#### GIVEN INFORMATION
■ ■ ■ ■
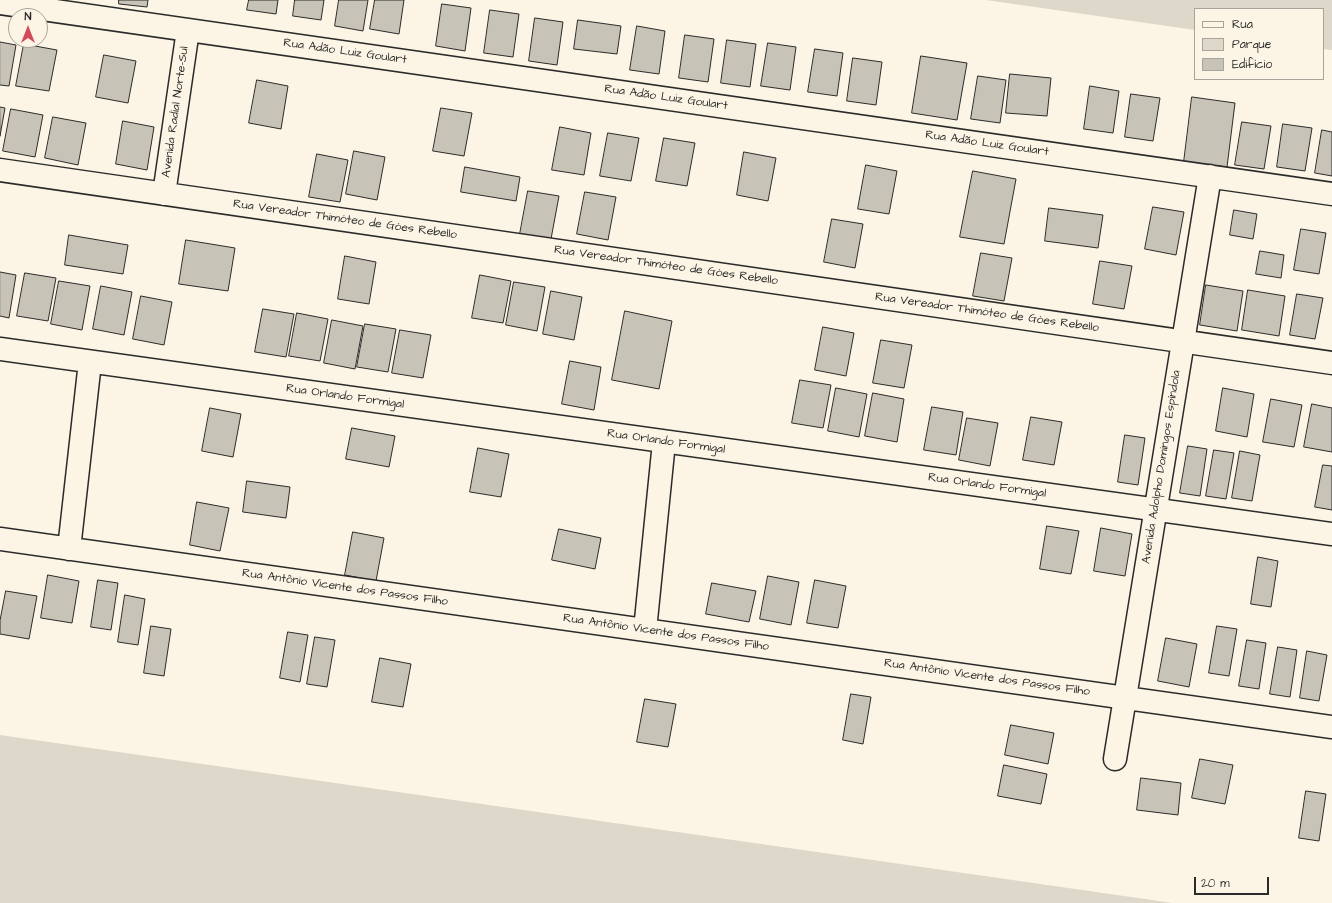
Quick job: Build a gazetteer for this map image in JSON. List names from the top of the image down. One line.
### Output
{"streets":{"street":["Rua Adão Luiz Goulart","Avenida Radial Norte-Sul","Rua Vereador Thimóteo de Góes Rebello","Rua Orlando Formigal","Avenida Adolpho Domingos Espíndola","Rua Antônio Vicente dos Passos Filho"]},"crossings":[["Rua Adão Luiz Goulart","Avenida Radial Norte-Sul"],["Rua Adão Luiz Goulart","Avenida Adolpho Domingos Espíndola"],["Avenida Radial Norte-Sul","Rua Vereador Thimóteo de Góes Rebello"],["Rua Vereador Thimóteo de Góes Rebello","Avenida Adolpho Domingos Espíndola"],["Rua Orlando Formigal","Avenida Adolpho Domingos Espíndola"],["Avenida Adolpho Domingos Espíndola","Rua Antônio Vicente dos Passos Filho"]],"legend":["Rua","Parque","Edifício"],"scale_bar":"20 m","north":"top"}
■ ■ ■ ■
#### PROBLEM TO SOLVE
Where a picture appears in the listing above, skip it and set down all the rest exactly.

#### ANSWER SPACE
Quick job: Build a gazetteer for this map image in JSON. List names from the top of the image down. One line.
### Output
{"streets":{"street":["Rua Adão Luiz Goulart","Avenida Radial Norte-Sul","Rua Vereador Thimóteo de Góes Rebello","Rua Orlando Formigal","Avenida Adolpho Domingos Espíndola","Rua Antônio Vicente dos Passos Filho"]},"crossings":[["Rua Adão Luiz Goulart","Avenida Radial Norte-Sul"],["Rua Adão Luiz Goulart","Avenida Adolpho Domingos Espíndola"],["Avenida Radial Norte-Sul","Rua Vereador Thimóteo de Góes Rebello"],["Rua Vereador Thimóteo de Góes Rebello","Avenida Adolpho Domingos Espíndola"],["Rua Orlando Formigal","Avenida Adolpho Domingos Espíndola"],["Avenida Adolpho Domingos Espíndola","Rua Antônio Vicente dos Passos Filho"]],"legend":["Rua","Parque","Edifício"],"scale_bar":"20 m","north":"top"}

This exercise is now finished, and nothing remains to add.